§ Exercise: Take the line containing "<h2>Nearby<small>4 results</small></h2>" as the first and the last line of the records below as the end, and please set down only what lies between them exactly, both ends included.

:: Exercise inputs

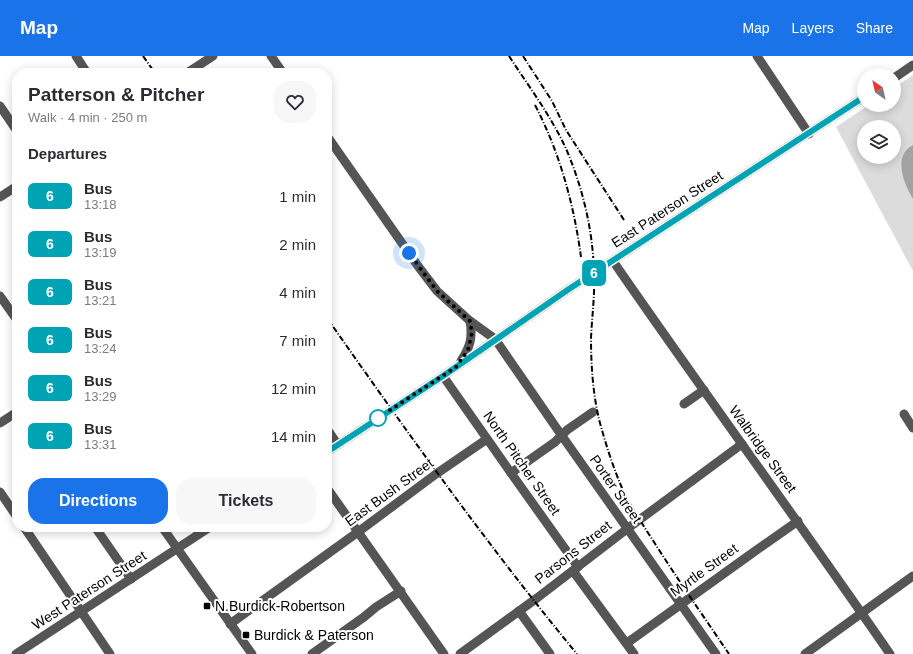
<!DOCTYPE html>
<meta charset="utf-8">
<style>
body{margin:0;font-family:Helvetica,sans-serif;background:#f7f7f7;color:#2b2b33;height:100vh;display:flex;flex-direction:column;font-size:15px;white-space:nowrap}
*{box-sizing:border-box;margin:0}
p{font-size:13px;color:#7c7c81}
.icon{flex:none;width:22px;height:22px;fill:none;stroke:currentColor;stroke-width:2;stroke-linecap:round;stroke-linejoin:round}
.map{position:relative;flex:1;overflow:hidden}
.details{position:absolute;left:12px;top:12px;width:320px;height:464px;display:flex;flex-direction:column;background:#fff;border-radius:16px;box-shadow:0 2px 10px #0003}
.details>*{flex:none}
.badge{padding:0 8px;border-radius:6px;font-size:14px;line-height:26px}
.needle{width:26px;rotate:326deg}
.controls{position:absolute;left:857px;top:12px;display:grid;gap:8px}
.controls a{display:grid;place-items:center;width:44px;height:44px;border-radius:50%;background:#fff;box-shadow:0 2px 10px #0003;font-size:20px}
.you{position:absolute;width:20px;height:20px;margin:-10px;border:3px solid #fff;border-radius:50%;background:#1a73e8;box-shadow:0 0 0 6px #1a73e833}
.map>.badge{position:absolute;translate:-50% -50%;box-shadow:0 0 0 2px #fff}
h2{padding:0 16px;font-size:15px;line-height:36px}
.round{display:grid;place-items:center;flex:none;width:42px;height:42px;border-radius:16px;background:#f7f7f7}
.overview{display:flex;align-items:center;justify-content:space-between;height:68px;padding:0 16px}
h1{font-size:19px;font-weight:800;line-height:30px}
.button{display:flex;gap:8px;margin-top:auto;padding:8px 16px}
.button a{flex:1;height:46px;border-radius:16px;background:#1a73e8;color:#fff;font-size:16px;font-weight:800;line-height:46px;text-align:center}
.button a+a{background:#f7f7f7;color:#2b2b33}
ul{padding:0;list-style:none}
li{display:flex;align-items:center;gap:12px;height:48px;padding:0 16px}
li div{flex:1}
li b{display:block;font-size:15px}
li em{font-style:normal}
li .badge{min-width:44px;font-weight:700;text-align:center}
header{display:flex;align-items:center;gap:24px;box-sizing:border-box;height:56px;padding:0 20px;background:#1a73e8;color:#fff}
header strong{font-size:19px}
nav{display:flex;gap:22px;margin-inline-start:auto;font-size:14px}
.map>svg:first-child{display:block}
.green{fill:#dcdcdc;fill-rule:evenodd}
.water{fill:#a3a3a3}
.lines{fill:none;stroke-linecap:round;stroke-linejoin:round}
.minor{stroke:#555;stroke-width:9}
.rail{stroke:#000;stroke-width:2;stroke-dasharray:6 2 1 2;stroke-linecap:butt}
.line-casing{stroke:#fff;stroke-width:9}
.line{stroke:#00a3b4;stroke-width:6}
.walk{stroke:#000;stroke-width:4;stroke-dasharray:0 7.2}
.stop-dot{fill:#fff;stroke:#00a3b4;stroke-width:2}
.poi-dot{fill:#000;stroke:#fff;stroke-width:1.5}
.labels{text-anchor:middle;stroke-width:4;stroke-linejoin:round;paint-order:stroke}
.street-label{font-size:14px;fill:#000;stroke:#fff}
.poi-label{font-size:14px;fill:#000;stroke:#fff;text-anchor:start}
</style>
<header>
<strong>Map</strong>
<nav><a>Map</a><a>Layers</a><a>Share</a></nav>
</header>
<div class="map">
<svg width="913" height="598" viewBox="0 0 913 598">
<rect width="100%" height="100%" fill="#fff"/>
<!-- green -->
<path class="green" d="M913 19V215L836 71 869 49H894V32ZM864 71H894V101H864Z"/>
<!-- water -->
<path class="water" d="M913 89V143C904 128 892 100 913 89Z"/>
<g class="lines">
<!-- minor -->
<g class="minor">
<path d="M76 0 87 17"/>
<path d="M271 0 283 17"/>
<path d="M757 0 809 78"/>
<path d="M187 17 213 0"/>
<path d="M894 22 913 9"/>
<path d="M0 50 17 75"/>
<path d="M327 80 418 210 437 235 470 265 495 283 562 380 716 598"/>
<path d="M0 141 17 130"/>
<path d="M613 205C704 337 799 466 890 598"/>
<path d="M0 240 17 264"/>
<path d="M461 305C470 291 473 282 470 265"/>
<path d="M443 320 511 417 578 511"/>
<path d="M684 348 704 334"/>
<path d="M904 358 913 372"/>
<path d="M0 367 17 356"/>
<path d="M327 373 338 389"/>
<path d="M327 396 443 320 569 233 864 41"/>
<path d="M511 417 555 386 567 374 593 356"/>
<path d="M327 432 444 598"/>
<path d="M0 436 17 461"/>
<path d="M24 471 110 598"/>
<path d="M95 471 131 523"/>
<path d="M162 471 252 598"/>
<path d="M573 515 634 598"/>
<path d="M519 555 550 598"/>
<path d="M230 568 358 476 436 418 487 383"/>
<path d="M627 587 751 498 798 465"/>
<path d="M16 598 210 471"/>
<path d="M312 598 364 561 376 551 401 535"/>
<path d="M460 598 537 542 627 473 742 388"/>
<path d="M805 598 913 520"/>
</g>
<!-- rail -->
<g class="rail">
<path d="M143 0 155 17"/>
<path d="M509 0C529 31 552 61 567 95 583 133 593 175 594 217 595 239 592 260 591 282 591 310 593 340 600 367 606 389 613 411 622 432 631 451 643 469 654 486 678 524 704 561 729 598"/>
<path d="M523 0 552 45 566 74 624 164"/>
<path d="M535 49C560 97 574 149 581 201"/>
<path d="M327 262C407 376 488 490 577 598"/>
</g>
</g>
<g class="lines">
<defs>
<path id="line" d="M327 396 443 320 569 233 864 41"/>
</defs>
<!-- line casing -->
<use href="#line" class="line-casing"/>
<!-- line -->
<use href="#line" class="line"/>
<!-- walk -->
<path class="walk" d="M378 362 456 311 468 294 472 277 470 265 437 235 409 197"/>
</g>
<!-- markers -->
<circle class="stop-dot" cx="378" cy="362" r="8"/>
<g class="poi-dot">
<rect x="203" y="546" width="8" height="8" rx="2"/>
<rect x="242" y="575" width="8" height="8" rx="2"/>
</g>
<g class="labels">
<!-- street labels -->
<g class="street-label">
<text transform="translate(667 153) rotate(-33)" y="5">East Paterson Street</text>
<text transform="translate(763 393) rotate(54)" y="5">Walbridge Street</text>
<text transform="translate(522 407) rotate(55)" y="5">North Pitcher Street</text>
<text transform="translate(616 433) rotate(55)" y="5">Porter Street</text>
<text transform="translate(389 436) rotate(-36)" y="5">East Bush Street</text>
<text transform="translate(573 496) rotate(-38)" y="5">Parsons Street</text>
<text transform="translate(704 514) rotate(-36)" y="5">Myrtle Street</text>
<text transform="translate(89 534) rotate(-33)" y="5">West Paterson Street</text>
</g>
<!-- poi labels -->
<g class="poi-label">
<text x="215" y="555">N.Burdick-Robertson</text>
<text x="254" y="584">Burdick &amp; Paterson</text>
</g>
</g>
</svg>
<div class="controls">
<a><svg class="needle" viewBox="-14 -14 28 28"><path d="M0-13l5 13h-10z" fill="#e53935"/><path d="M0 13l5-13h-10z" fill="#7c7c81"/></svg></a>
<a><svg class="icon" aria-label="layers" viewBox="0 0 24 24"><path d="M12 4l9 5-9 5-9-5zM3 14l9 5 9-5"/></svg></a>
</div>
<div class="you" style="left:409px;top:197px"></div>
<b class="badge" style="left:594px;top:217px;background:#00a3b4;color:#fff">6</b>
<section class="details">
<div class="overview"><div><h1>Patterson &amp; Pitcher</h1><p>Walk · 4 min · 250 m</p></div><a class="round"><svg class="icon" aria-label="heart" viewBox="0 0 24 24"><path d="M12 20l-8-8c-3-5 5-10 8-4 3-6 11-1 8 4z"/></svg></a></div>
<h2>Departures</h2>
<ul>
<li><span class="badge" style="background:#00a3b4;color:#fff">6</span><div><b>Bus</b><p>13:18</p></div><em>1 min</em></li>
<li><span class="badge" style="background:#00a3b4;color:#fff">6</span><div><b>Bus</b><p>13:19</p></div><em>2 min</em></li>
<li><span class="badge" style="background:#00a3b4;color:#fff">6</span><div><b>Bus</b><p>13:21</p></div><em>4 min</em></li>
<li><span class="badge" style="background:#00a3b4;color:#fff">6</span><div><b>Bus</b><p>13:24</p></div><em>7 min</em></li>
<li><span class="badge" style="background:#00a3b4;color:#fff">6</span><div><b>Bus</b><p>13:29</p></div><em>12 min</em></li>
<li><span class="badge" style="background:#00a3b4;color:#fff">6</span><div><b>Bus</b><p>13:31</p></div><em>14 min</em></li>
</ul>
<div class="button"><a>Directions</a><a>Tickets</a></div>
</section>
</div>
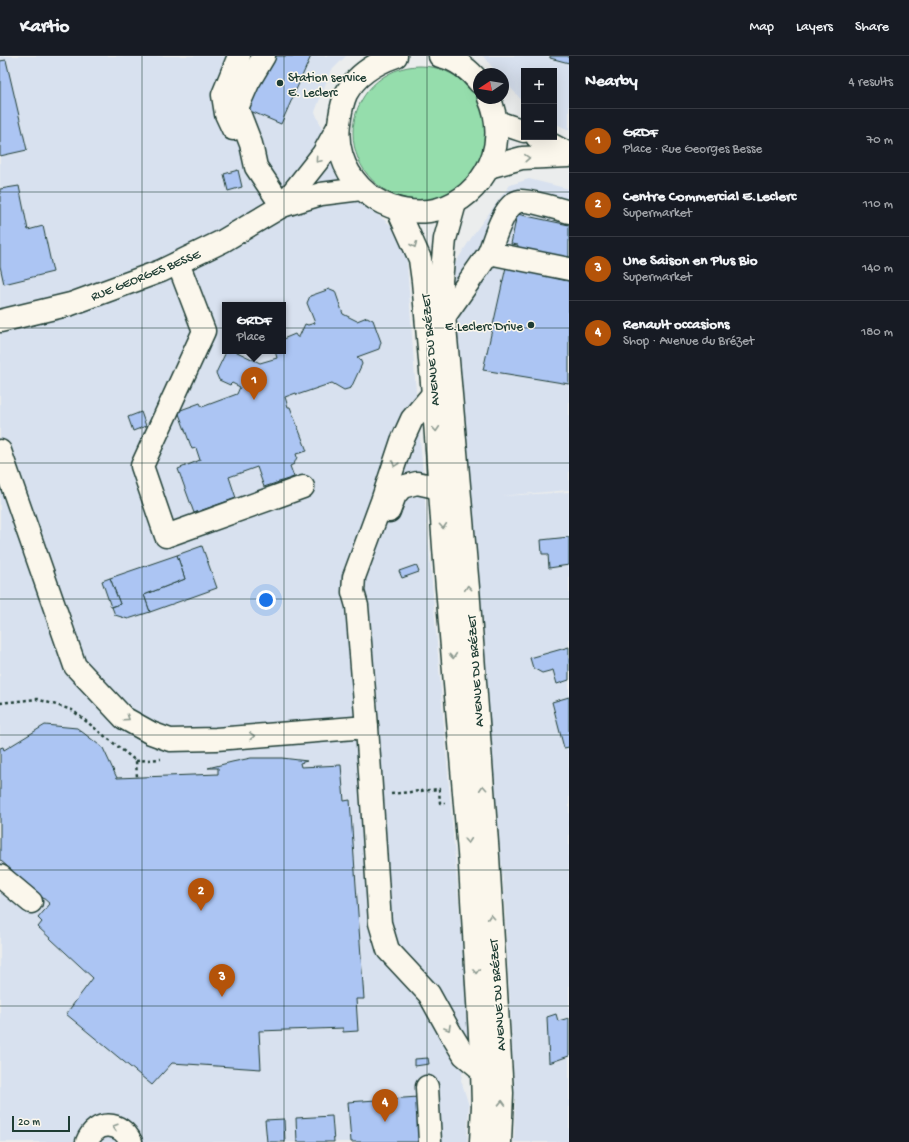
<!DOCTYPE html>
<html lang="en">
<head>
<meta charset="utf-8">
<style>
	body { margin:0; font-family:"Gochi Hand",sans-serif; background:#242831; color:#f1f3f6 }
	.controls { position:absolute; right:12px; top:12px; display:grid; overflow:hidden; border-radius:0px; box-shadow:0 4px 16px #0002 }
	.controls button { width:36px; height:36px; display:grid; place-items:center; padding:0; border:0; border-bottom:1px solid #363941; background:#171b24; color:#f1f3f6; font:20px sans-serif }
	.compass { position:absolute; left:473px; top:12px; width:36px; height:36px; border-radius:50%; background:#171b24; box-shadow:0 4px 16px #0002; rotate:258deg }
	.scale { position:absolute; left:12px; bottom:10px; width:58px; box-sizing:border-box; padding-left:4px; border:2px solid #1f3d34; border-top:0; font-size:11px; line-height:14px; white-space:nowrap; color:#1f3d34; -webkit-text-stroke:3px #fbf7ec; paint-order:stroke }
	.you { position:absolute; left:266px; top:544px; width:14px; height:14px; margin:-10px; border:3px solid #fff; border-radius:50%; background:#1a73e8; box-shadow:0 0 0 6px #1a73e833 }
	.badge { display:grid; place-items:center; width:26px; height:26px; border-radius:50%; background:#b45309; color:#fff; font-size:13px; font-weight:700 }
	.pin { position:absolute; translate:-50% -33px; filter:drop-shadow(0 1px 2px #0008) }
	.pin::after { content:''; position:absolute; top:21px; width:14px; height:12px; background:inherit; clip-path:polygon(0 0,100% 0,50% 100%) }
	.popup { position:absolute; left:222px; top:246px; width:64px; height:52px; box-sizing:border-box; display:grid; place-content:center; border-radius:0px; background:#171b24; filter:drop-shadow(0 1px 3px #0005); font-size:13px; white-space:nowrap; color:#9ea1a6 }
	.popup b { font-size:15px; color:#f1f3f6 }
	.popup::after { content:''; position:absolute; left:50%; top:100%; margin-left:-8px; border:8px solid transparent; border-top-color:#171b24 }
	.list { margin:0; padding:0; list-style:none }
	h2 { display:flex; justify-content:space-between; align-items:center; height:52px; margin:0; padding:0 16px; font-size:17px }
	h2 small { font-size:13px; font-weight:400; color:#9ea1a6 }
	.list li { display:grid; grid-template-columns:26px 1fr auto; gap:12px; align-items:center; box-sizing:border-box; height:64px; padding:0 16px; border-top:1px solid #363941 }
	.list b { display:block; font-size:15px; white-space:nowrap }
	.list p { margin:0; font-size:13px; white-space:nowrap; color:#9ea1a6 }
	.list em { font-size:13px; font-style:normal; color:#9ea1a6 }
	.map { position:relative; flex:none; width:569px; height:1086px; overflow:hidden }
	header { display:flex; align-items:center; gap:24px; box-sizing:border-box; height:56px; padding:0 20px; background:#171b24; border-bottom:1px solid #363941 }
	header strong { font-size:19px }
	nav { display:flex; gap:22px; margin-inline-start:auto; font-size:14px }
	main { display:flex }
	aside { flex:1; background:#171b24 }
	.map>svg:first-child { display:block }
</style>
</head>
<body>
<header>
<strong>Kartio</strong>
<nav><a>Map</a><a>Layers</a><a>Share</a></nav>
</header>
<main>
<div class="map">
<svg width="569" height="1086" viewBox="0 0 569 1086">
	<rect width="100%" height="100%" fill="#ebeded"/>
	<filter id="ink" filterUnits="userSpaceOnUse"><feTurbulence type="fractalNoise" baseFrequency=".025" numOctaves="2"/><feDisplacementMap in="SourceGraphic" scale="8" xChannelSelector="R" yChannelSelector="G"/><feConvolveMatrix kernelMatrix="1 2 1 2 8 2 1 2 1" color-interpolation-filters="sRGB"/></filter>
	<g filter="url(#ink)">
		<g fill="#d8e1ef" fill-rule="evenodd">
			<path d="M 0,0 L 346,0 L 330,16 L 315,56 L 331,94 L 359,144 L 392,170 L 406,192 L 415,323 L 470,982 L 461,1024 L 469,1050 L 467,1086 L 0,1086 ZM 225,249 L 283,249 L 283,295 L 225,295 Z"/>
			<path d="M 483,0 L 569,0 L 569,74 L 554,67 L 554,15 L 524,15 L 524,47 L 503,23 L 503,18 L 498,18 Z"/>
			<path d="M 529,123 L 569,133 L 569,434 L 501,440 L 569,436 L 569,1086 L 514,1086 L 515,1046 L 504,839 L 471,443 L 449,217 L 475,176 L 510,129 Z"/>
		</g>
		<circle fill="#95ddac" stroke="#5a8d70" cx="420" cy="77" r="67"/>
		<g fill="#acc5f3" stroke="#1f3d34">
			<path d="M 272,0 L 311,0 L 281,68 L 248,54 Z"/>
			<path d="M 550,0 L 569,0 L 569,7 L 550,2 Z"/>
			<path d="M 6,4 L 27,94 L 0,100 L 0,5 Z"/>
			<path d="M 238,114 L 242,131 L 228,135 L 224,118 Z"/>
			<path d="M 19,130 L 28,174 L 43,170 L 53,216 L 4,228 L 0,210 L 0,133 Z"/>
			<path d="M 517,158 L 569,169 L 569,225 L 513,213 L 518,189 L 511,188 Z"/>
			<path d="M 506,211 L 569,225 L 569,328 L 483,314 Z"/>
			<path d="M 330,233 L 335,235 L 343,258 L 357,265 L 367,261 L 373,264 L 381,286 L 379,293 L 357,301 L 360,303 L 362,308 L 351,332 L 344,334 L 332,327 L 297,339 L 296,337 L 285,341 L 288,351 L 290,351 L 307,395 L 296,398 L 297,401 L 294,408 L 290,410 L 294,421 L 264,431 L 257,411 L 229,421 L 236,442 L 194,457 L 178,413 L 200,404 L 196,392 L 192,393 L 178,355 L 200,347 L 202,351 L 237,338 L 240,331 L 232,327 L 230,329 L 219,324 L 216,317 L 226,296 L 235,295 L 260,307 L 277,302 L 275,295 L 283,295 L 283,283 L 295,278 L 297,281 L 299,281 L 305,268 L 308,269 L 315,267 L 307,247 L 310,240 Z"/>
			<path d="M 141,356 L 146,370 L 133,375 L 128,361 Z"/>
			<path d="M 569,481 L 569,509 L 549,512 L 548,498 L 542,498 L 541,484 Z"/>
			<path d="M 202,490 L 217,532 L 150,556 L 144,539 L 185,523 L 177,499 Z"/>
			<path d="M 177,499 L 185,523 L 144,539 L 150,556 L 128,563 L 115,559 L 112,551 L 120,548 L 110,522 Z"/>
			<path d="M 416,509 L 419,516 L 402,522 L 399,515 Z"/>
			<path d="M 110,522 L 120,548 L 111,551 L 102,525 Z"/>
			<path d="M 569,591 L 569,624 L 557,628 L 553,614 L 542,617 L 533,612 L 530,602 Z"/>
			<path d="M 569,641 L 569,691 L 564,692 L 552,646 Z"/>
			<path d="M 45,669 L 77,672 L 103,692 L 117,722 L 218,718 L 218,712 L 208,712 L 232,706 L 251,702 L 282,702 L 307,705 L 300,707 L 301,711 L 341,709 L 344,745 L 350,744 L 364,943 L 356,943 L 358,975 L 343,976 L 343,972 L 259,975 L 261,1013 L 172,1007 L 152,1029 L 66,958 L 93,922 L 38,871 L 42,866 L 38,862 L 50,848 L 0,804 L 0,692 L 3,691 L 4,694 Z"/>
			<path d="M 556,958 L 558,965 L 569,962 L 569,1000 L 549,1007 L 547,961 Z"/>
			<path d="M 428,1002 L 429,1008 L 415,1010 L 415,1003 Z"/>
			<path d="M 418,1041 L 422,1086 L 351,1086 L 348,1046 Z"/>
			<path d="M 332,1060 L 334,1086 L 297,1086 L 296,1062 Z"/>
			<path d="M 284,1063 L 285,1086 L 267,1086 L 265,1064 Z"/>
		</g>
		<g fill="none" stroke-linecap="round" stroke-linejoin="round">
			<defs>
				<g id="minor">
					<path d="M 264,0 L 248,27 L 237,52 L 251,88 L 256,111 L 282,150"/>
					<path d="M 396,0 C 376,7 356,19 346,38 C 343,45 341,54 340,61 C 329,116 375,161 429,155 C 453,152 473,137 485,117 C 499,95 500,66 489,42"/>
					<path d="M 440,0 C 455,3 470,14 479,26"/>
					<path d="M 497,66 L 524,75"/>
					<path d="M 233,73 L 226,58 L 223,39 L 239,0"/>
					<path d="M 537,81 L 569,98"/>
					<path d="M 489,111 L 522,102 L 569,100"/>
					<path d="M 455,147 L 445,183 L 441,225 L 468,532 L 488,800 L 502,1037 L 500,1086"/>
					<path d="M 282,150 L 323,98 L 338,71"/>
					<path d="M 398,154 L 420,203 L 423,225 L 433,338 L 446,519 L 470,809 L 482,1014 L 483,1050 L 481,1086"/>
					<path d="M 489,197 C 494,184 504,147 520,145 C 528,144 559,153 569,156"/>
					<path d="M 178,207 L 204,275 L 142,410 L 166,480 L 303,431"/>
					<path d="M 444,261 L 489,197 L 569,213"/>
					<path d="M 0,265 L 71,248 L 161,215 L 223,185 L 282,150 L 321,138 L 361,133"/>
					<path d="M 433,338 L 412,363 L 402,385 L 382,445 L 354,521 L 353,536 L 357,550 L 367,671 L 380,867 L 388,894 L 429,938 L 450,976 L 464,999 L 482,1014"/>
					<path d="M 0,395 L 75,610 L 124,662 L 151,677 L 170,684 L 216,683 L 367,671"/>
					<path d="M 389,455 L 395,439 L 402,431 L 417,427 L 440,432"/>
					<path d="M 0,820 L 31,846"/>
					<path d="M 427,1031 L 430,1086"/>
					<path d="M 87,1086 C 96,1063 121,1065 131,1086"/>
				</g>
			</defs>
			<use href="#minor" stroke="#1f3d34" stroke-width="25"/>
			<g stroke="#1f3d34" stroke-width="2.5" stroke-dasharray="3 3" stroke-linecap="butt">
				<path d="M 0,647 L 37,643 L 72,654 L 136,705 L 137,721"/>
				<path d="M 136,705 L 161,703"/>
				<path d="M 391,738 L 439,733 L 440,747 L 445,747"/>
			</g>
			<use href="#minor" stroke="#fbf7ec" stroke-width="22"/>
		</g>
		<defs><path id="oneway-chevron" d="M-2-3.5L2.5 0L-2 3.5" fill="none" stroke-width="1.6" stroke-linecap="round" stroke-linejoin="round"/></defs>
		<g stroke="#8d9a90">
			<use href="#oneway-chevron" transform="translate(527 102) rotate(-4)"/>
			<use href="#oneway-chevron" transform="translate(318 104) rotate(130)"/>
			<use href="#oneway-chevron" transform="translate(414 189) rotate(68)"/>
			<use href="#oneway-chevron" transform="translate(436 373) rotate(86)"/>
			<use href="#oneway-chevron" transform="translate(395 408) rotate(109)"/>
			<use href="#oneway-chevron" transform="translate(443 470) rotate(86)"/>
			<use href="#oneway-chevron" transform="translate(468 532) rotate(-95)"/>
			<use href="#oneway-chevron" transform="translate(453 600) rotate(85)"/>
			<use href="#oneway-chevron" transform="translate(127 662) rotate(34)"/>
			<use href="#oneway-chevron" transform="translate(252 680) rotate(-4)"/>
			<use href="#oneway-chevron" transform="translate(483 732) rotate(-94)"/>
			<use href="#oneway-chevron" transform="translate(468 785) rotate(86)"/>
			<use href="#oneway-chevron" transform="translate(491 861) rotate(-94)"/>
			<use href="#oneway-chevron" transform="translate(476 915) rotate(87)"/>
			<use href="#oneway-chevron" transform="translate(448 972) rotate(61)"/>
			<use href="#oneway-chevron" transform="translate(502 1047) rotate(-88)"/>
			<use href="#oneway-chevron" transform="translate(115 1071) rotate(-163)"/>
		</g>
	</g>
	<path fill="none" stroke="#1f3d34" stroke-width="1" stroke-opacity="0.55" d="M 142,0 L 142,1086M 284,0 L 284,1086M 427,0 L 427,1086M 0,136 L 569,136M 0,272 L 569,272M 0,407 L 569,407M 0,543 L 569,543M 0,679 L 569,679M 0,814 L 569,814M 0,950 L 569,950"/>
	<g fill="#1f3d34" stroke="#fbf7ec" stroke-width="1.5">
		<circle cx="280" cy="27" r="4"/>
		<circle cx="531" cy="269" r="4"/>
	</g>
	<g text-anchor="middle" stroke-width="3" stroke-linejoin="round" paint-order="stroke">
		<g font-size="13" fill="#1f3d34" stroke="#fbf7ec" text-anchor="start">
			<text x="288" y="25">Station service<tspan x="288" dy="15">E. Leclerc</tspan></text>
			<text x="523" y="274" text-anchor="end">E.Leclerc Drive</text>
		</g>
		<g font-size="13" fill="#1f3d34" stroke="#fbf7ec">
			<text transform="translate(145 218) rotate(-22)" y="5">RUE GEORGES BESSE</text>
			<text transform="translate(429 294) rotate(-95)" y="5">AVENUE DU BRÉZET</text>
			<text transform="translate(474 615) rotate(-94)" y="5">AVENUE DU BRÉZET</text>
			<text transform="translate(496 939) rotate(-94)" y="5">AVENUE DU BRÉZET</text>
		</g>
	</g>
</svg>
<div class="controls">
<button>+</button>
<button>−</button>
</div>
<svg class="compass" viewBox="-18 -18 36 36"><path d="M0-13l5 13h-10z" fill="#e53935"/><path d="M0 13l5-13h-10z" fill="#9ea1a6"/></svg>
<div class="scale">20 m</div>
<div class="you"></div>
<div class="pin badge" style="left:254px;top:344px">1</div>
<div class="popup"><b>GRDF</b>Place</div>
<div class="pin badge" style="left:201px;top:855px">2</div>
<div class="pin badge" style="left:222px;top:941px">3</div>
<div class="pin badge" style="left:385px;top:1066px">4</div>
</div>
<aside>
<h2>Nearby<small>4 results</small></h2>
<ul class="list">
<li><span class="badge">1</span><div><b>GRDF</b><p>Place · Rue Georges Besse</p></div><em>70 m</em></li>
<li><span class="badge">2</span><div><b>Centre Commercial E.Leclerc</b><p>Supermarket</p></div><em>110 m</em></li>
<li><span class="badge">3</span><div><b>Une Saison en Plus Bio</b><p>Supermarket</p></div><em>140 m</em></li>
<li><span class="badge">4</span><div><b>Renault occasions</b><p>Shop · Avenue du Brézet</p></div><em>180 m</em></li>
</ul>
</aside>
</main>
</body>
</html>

::::

§ Result for this task:
<h2>Nearby<small>4 results</small></h2>
<ul class="list">
<li><span class="badge">1</span><div><b>GRDF</b><p>Place · Rue Georges Besse</p></div><em>70 m</em></li>
<li><span class="badge">2</span><div><b>Centre Commercial E.Leclerc</b><p>Supermarket</p></div><em>110 m</em></li>
<li><span class="badge">3</span><div><b>Une Saison en Plus Bio</b><p>Supermarket</p></div><em>140 m</em></li>
<li><span class="badge">4</span><div><b>Renault occasions</b><p>Shop · Avenue du Brézet</p></div><em>180 m</em></li>
</ul>
</aside>
</main>
</body>
</html>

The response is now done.